Our seventh week of Sociology was fun because we got to revisit Chaves’ book chapters five and six. In which, he discusses the size of an average congregation is declining; however, the ones people currently attend are getting larger. This feels like a contradiction, but actually makes sense once you realize the informality of worship and attendance is increasing—thus making a more casual church setting more popular. Additionally, the leadership of churches are declining since most tend to be older, white males. The leader of an organized religion is less trusted due to multiple factors; mostly in the fact that people don’t like to be told and instructed what to do, or how to believe. So, women ministries are growing as a result to further enhance a feminist perspective in a role that has been, to long dominated by men.
Then, on Thursday, we watched a movie titled “Born Again”. A documentary short film chronicling the life of a few of the members of a Fundamentalist Baptist Church. Some of the couples had deep personal issues; which resulted in them splitting.
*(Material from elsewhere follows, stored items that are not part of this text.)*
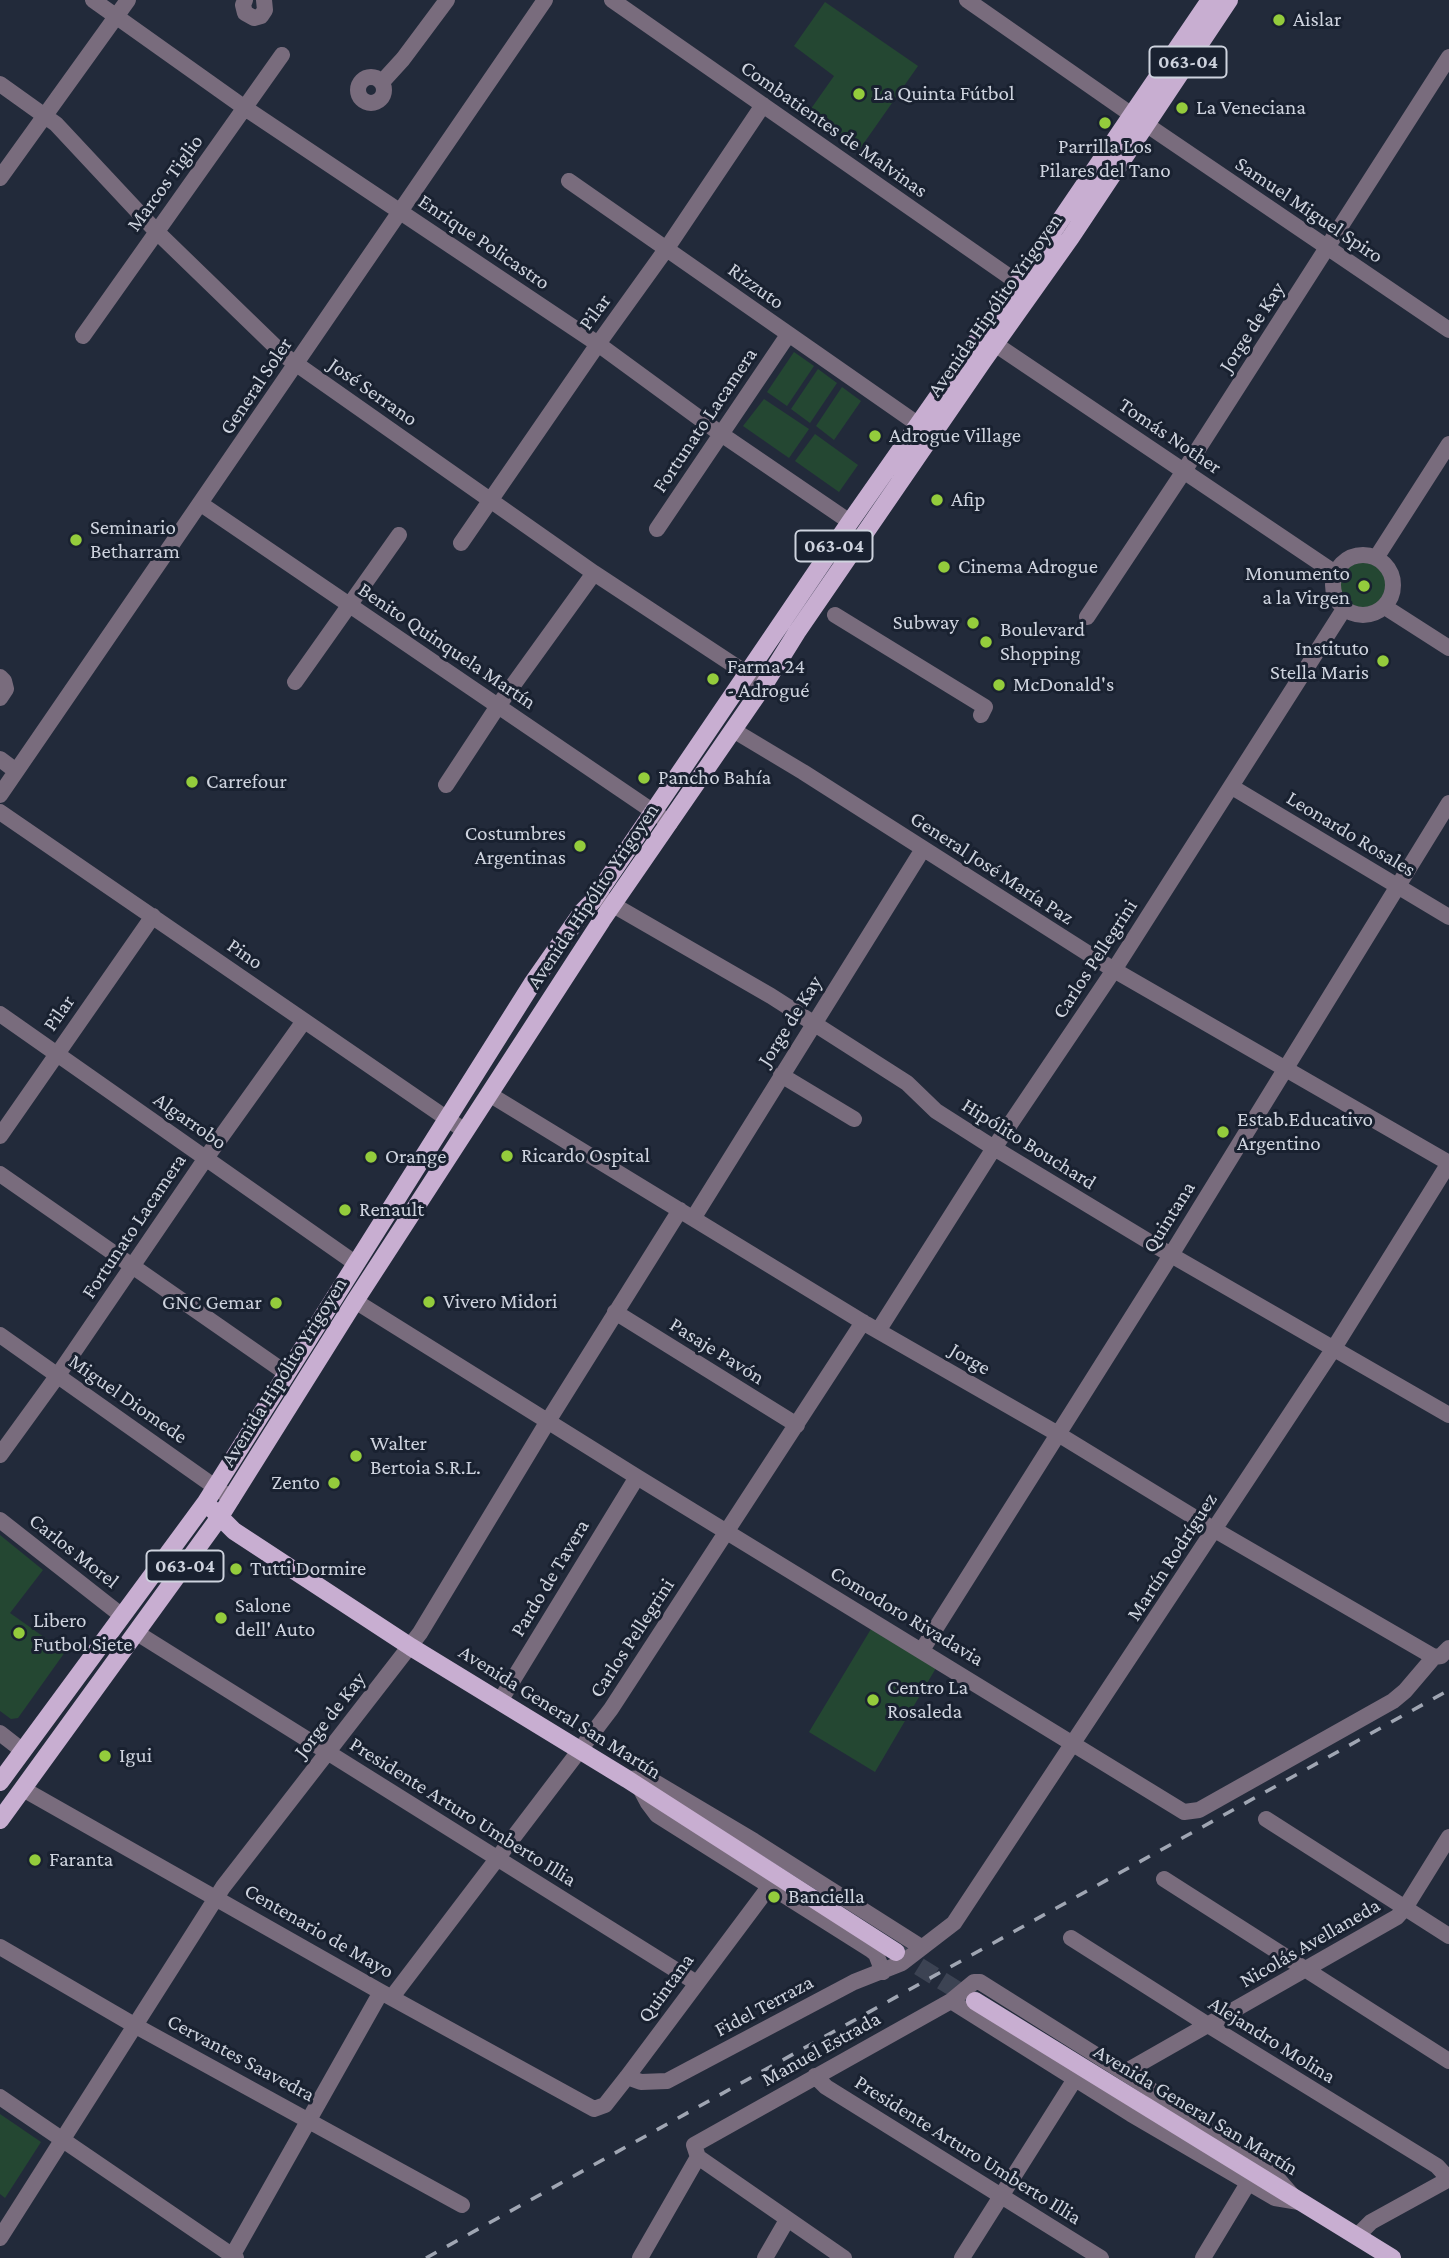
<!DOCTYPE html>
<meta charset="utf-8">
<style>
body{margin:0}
canvas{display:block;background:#222a3a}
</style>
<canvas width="1449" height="2258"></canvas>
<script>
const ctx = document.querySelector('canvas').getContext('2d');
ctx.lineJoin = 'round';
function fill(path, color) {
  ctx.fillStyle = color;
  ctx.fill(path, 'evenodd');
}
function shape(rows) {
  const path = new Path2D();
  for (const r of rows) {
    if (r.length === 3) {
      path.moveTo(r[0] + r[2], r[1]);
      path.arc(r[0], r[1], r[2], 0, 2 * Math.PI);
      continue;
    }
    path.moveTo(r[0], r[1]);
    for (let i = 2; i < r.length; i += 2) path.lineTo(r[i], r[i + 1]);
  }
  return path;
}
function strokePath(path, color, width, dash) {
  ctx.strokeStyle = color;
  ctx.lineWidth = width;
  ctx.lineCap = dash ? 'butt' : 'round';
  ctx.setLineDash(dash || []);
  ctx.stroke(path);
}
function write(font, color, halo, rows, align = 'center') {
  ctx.font = font + ' "Crimson Pro",serif';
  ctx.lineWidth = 6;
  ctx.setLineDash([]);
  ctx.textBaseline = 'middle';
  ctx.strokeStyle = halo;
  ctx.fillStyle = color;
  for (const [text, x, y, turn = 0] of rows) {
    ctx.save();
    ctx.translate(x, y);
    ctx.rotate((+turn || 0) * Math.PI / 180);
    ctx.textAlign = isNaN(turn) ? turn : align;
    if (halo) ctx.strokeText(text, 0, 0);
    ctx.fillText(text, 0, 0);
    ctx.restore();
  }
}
fill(shape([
 [825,2,918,66,859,150,808,113,834,76,794,46],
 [794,352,814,366,787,406,767,392],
 [818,369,837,383,810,423,791,409],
 [842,387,861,401,834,440,816,426],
 [764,399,809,429,789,458,743,426],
 [815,434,858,465,839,492,795,461],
 [1365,585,25],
 [0,1535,43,1570,10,1613,65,1652,18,1718,11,1719,0,1711],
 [871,1629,936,1668,875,1772,809,1732],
 [0,2114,41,2142,5,2198,0,2194]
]), '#244732');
strokePath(shape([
 [896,1952,973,2000]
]), '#3c4353', 18, [18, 9]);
strokePath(shape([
 [93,0,245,108,598,344,721,434,850,522],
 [245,0,243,5,245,13,254,18,261,16,265,10,264,0],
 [612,0,1027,289],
 [967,0,1132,115],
 [371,90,13],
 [382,82,403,59,447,0],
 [0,84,56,124,156,231,285,356,594,573,764,685],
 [1147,125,1449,330],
 [0,178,128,0],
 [569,181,919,425],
 [83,336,282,55],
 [986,338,1335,573],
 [201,504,670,823],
 [657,529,788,335],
 [461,543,598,344,667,248,763,105],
 [1363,585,30],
 [1376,558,1449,444],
 [1385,607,1449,648],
 [835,615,985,707,981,715],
 [1087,617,1184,471,1449,57],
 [0,677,4,681,6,689,0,698],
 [295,682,399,535],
 [733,730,803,772,1114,970,1449,1163],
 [0,759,16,771],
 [446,785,498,706,594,573],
 [1232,787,1449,917],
 [0,795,545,0],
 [0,812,465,1131],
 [596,895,771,996,907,1083,936,1111,994,1148,1171,1255,1449,1415],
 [0,1014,355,1263],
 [781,1075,854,1119],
 [489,1094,866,1324,1058,1434,1215,1530,1434,1657],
 [0,1136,153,916],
 [0,1174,286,1373],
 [694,1217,923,849],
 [355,1301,637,1477,1184,1812,1199,1810,1393,1701,1405,1691,1434,1657],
 [615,1312,797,1425],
 [878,1331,994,1148,1114,970,1344,609],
 [0,1335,232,1499],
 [0,1455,58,1375,206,1158,304,1021],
 [0,1520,121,1615],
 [137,1633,695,1982],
 [922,1650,1171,1255,1449,803],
 [1434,1657,1441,1656,1449,1648],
 [500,1701,637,1477],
 [0,1733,23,1751],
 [627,1779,646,1778,653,1781,754,1841,921,1947],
 [640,1788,648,1803,657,1815,871,1950,876,1954,883,1972],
 [23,1789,381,1992,594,2109,605,2105,627,2077,769,1887],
 [1266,1819,1449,1936],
 [1164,1879,1449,2061],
 [1071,1938,1208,2025,1437,2166,1449,2179,1371,2222,1357,2236],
 [0,1947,134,2025,462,2205],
 [392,1997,611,1709,863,1322],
 [951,2001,1131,2114,1275,2198,1299,2202],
 [1126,2074,1132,2068,1397,1917,1405,1908,1449,1837],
 [815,2076,826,2087,1101,2258],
 [627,2077,641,2082,667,2081,854,1982,902,1963,954,1923,1334,1348,1449,1163],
 [0,2097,236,2258],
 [0,2238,223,1887,420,1633,548,1421,680,1210],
 [231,2258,381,1992],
 [640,2258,698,2157],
 [765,2258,787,2220],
 [844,2258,698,2157,694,2145,951,2001,974,1982,980,1982,1150,2089,1177,2110,1272,2172,1292,2195],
 [962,2258,1075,2079],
 [1203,2258,1253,2175]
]), '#796c7d', 16);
strokePath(shape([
 [212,1509,234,1531,411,1647,627,1779,896,1952],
 [0,1782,206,1502,532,984,583,911,592,902,850,522,1030,265,1210,0],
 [0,1820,219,1518,355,1301,602,920,764,685,797,632,983,361,1071,237,1229,0],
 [975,2001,1392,2258]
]), '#c8aed1', 18);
strokePath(shape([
 [426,2258,1449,1690]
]), '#a0a6b3', 3.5, [12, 12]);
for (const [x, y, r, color] of [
 [1279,20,7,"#94cc3c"],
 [859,94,7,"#94cc3c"],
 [1182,108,7,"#94cc3c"],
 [1105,123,7,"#94cc3c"],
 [875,436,7,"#94cc3c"],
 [937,500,7,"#94cc3c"],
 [76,540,7,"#94cc3c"],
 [944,567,7,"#94cc3c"],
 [1364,586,7,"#94cc3c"],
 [973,623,7,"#94cc3c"],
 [986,642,7,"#94cc3c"],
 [1383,661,7,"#94cc3c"],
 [713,679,7,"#94cc3c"],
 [999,685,7,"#94cc3c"],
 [644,778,7,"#94cc3c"],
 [192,782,7,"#94cc3c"],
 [580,846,7,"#94cc3c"],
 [1223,1132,7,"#94cc3c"],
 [507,1156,7,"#94cc3c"],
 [371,1157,7,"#94cc3c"],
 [345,1210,7,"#94cc3c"],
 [429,1302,7,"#94cc3c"],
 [276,1303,7,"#94cc3c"],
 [356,1456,7,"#94cc3c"],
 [334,1483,7,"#94cc3c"],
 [236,1569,7,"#94cc3c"],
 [221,1618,7,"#94cc3c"],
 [19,1633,7,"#94cc3c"],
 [873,1700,7,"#94cc3c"],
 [105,1756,7,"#94cc3c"],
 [35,1860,7,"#94cc3c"],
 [774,1897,7,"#94cc3c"]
]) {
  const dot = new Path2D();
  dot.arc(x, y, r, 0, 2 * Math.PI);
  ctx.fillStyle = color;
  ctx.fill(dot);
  strokePath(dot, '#192130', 2.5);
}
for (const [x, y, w] of [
 [1188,62,77],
 [834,546,77],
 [185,1566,77]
]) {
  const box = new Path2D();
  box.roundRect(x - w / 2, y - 15.5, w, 31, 5);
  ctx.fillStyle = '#192130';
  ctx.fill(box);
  strokePath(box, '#ced3de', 2);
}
write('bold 19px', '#ced3de', null, [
 ["063-04",1188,62],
 ["063-04",834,546],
 ["063-04",185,1566]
]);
write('21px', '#ced3de', '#192130', [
 ["Aislar",1293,20],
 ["La Quinta Fútbol",873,94],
 ["La Veneciana",1196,108],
 ["Parrilla Los",1105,147,"center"],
 ["Pilares del Tano",1105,171,"center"],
 ["Adrogue Village",889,436],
 ["Afip",951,500],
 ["Seminario",90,528],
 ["Betharram",90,552],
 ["Cinema Adrogue",958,567],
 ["Monumento",1350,574,"right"],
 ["a la Virgen",1350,598,"right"],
 ["Subway",959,623,"right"],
 ["Boulevard",1000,630],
 ["Shopping",1000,654],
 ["Instituto",1369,649,"right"],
 ["Stella Maris",1369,673,"right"],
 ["Farma 24",727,667],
 ["- Adrogué",727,691],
 ["McDonald's",1013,685],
 ["Pancho Bahía",658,778],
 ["Carrefour",206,782],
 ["Costumbres",566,834,"right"],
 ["Argentinas",566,858,"right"],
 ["Estab.Educativo",1237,1120],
 ["Argentino",1237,1144],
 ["Ricardo Ospital",521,1156],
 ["Orange",385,1157],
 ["Renault",359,1210],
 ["Vivero Midori",443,1302],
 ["GNC Gemar",262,1303,"right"],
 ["Walter",370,1444],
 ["Bertoia S.R.L.",370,1468],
 ["Zento",320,1483,"right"],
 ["Tutti Dormire",250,1569],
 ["Salone",235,1606],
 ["dell' Auto",235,1630],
 ["Libero",33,1621],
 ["Futbol Siete",33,1645],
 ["Centro La",887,1688],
 ["Rosaleda",887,1712],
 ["Igui",119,1756],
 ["Faranta",49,1860],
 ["Banciella",788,1897]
], 'left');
write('21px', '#ced3de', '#192130', [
 ["Combatientes de Malvinas",834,129,35],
 ["Marcos Tiglio",165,183,-54],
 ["Samuel Miguel Spiro",1309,210,34],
 ["Enrique Policastro",484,242,34],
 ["Rizzuto",756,286,36],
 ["Avenida Hipólito Yrigoyen",995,305,-55],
 ["Pilar",595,312,-54],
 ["Jorge de Kay",1252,327,-57],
 ["General Soler",256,386,-56],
 ["José Serrano",373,392,35],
 ["Fortunato Lacamera",705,420,-56],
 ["Tomás Nother",1170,436,34],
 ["Benito Quinquela Martín",447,646,34],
 ["Leonardo Rosales",1351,834,31],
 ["General José María Paz",992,868,33],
 ["Avenida Hipólito Yrigoyen",593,896,-56],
 ["Pino",245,954,35],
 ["Carlos Pellegrini",1095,959,-57],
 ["Pilar",59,1013,-55],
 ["Jorge de Kay",790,1021,-58],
 ["Algarrobo",190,1121,35],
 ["Hipólito Bouchard",1029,1144,32],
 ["Quintana",1169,1217,-58],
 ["Fortunato Lacamera",134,1226,-56],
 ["Pasaje Pavón",717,1351,32],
 ["Jorge",970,1359,30],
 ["Avenida Hipólito Yrigoyen",284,1372,-58],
 ["Miguel Diomede",128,1399,35],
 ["Carlos Morel",74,1551,38],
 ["Martín Rodríguez",1172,1557,-57],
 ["Pardo de Tavera",550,1578,-59],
 ["Comodoro Rivadavia",907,1616,31],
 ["Carlos Pellegrini",632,1638,-57],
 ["Avenida General San Martín",560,1712,32],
 ["Jorge de Kay",330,1715,-52],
 ["Presidente Arturo Umberto Illia",463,1812,32],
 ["Centenario de Mayo",319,1931,30],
 ["Nicolás Avellaneda",1310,1943,-30],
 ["Quintana",666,1988,-54],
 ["Fidel Terraza",764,2006,-28],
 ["Alejandro Molina",1272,2040,32],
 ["Manuel Estrada",821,2049,-29],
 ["Cervantes Saavedra",241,2058,28],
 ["Avenida General San Martín",1196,2110,31],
 ["Presidente Arturo Umberto Illia",968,2150,32]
]);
</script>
All throughout, the members looked or answers to those everyday/individual problems in Scripture. The pastor would meet with some of them regularly to discuss the Bible and their own problems and they would consult the Bible together. It gave them a sense of constancy, a rulebook to follow. However, we talked in class how this inadvertently creates a wall between them and the outside world; thus putting them in the category of a sectarian church. To be honest, I don’t think they care about what denomination they are categorized.
One thought on “Chaves 5 & 6; and Born Again movie”
On the topic of decreasing members in formal churches and increasing members in informal churches, would this be due to fitting the congregation’s needs and wants? I do agree with you on the statement where “people do not like being told what to do” and I do believe this plays a large role when it comes down to decreasing numbers in formal churches.